It was the thirtieth day.
Cricket hadn’t had the heart to ask if he would be staying the entire day, or leaving right away, or… She didn’t know. And she was afraid to find out exactly what the answer was.
She was a coward.
She desperately wanted this to keep on going. She desperately wanted him to stay with her.
Right. So you’re going to beg him to stay in your little ranch house? And for what? You’re trying to find your own way…

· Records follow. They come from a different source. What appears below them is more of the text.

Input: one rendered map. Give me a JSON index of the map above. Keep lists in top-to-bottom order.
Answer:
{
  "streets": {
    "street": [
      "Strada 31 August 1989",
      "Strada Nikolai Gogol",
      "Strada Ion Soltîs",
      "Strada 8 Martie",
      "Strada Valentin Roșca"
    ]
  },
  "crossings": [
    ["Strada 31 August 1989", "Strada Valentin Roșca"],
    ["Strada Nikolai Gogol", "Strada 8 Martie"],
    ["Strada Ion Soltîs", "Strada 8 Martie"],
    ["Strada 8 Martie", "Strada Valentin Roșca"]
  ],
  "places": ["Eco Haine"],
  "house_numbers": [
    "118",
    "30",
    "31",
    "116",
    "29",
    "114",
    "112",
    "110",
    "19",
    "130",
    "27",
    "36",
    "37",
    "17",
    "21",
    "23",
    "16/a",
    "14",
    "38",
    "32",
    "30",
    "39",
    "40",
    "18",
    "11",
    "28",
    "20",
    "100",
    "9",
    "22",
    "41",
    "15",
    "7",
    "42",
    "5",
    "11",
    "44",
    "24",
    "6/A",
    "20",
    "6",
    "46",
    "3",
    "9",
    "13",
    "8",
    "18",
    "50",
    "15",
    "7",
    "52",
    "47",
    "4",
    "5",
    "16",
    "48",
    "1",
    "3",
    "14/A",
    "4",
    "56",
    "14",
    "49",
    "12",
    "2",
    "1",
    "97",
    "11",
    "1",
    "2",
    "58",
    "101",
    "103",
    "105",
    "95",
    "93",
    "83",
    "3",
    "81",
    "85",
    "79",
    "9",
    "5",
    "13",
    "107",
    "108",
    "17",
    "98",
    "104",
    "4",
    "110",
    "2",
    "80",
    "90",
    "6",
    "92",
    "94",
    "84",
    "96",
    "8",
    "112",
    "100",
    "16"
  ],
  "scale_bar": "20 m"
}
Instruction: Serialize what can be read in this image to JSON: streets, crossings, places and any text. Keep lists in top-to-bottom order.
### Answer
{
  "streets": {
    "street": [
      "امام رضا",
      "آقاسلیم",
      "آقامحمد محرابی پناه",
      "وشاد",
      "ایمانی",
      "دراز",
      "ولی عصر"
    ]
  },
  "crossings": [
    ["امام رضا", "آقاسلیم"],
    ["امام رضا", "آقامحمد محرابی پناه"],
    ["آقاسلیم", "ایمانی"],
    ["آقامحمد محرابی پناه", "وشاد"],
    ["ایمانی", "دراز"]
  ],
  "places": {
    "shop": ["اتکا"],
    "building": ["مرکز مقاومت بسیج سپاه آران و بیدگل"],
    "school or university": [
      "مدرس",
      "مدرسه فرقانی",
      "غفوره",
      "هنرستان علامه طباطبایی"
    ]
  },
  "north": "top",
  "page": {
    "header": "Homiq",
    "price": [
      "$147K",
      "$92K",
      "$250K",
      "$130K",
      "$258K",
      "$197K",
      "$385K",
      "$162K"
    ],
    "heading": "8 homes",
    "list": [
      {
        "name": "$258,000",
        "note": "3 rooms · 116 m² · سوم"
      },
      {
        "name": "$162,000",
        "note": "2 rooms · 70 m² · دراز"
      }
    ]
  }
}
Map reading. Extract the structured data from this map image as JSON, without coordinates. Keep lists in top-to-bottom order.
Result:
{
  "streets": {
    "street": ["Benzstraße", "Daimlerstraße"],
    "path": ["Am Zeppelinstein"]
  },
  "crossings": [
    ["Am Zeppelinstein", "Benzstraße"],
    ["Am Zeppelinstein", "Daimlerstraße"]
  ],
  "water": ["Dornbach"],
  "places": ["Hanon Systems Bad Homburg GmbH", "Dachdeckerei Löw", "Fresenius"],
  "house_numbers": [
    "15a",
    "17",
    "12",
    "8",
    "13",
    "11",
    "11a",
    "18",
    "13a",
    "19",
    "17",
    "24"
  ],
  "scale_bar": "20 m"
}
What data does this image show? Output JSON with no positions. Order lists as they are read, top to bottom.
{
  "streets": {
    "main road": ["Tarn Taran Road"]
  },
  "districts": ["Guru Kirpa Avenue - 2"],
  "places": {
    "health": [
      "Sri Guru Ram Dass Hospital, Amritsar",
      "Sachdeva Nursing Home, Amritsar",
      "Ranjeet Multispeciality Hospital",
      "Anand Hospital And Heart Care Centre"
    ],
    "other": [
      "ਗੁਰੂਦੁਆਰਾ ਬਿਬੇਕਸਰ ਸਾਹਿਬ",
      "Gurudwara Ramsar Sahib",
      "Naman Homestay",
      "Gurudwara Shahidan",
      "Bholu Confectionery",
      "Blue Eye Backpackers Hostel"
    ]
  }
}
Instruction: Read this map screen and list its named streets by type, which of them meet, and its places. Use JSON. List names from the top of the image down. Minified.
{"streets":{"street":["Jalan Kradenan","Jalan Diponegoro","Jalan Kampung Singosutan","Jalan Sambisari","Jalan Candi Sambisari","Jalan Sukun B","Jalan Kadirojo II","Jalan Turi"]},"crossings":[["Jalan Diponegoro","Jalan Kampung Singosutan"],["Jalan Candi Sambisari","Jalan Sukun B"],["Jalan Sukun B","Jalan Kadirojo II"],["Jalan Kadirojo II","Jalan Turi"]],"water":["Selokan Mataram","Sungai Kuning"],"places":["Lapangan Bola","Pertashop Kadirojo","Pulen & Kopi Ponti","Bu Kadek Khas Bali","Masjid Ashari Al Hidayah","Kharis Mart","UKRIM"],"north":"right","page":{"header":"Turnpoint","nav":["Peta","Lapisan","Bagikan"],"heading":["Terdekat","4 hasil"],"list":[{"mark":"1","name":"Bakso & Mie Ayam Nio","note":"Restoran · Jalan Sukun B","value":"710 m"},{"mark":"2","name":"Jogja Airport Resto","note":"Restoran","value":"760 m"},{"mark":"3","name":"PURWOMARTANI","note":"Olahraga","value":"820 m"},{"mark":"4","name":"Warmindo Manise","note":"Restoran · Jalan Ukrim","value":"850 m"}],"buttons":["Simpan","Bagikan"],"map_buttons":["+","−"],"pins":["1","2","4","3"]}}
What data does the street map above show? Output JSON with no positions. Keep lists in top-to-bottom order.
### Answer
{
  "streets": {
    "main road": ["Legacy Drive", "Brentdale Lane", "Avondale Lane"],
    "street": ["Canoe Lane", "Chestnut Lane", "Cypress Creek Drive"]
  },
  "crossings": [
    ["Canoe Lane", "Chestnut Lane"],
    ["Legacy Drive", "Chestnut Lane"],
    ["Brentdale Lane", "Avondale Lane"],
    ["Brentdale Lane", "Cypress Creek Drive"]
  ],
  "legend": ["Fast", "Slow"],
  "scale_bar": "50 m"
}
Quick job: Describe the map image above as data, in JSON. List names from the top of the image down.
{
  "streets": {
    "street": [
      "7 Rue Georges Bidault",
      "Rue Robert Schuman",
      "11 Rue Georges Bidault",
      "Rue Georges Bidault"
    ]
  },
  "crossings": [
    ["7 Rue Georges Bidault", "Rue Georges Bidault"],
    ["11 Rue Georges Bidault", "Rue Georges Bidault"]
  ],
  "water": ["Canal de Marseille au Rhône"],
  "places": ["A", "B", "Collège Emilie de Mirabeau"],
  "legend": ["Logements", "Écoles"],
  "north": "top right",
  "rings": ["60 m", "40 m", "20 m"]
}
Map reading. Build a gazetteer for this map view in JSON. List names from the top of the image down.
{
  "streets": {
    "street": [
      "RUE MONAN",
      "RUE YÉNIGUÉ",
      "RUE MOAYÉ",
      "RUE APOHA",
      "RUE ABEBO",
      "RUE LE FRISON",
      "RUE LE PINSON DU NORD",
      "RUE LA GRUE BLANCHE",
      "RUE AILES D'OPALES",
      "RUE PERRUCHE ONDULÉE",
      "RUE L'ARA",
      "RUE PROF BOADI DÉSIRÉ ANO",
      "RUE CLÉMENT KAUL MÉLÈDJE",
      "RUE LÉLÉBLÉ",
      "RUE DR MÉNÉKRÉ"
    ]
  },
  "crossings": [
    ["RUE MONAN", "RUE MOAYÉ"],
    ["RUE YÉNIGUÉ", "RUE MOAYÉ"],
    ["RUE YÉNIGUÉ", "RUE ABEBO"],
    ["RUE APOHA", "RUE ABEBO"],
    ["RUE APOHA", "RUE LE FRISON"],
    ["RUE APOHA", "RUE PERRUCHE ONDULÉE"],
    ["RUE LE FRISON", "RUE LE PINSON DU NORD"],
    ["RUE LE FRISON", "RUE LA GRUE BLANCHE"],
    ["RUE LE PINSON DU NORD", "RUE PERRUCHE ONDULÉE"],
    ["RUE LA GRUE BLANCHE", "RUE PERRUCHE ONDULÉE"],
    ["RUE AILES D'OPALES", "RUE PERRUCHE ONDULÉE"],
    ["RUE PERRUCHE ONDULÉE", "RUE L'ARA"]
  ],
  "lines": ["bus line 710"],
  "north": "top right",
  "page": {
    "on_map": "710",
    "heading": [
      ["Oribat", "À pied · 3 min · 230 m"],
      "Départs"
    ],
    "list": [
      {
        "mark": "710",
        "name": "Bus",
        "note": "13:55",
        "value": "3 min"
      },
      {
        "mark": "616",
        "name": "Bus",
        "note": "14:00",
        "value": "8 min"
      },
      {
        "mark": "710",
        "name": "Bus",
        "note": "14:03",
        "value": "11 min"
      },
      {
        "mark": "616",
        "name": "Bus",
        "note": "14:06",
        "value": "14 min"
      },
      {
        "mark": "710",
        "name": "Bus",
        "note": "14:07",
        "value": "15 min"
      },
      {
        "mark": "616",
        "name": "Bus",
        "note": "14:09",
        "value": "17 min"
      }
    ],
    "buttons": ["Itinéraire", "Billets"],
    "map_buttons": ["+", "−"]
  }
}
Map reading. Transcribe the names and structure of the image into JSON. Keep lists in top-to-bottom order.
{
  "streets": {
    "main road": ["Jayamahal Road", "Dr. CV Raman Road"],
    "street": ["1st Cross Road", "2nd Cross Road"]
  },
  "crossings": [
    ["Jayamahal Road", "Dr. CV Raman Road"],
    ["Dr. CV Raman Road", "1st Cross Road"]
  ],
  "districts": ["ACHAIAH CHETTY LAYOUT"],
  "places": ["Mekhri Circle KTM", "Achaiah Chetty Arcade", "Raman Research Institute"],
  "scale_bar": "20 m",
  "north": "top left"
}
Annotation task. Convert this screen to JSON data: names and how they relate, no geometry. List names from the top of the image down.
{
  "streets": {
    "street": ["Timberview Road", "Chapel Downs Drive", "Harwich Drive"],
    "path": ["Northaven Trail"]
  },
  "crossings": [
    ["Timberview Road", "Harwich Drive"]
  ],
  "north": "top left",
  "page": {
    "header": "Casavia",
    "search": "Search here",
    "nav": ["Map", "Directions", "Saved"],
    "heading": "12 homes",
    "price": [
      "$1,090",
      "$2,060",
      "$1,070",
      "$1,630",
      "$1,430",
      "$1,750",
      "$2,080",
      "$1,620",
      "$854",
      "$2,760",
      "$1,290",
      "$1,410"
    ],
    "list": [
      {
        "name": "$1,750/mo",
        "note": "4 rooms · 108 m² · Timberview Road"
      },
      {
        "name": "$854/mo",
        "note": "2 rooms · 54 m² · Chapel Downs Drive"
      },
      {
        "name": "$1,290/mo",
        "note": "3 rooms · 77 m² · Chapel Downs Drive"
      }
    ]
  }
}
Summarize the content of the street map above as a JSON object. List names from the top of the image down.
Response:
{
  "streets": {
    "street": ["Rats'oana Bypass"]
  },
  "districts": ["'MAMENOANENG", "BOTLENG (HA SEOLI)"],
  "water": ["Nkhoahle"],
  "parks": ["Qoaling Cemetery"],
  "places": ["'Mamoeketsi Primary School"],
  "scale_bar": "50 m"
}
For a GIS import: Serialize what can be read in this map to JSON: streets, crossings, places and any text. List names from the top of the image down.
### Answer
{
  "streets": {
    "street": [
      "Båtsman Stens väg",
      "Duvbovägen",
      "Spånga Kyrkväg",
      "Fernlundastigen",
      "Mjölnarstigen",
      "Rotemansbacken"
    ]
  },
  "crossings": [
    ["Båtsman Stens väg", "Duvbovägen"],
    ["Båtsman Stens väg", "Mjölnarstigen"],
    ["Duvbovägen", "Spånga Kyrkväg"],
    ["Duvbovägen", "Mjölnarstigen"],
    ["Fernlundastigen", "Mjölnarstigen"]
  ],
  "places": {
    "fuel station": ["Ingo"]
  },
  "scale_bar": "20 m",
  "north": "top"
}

No. She couldn’t beg him to stay.
But they woke up the morning of the thirtieth day in the same bed just as they had every morning since they’d begun sleeping together, and he had gone out to work the same as he had from the beginning.
And so when he returned that evening, dirty and disheveled, she breathed out a sigh of relief.
Maybe he wasn’t ready for things to change either. Maybe things wouldn’t change. Maybe it would all stay the same, just for a little while. Maybe they could put off all the hard conversations for another time. They could say goodbye another day. She had cooked. Just in case. And she had been rewarded. It was funny, how much she enjoyed cooking. And she would have been more annoyed about the fact that she liked such a traditionally feminine pursuit, except that he seemed to enjoy it so much, and he appreciated it. She thought back to the day she’d made bread and brought out ham sandwiches. Oh yes, he’d appreciated that a whole lot. She felt a dreamy smile cross her face when she thought about it. These times with Jackson had been… Well, they’d been everything.
He’d been everything she’d ever fantasized about.
She knew this moment was supposed to be about moving on. About moving into the next phase of her life, but…
No. It doesn’t bear thinking about.
Except, he was here.
And she kept thinking that, even as they each built hamburgers out of the ingredients she had laid out.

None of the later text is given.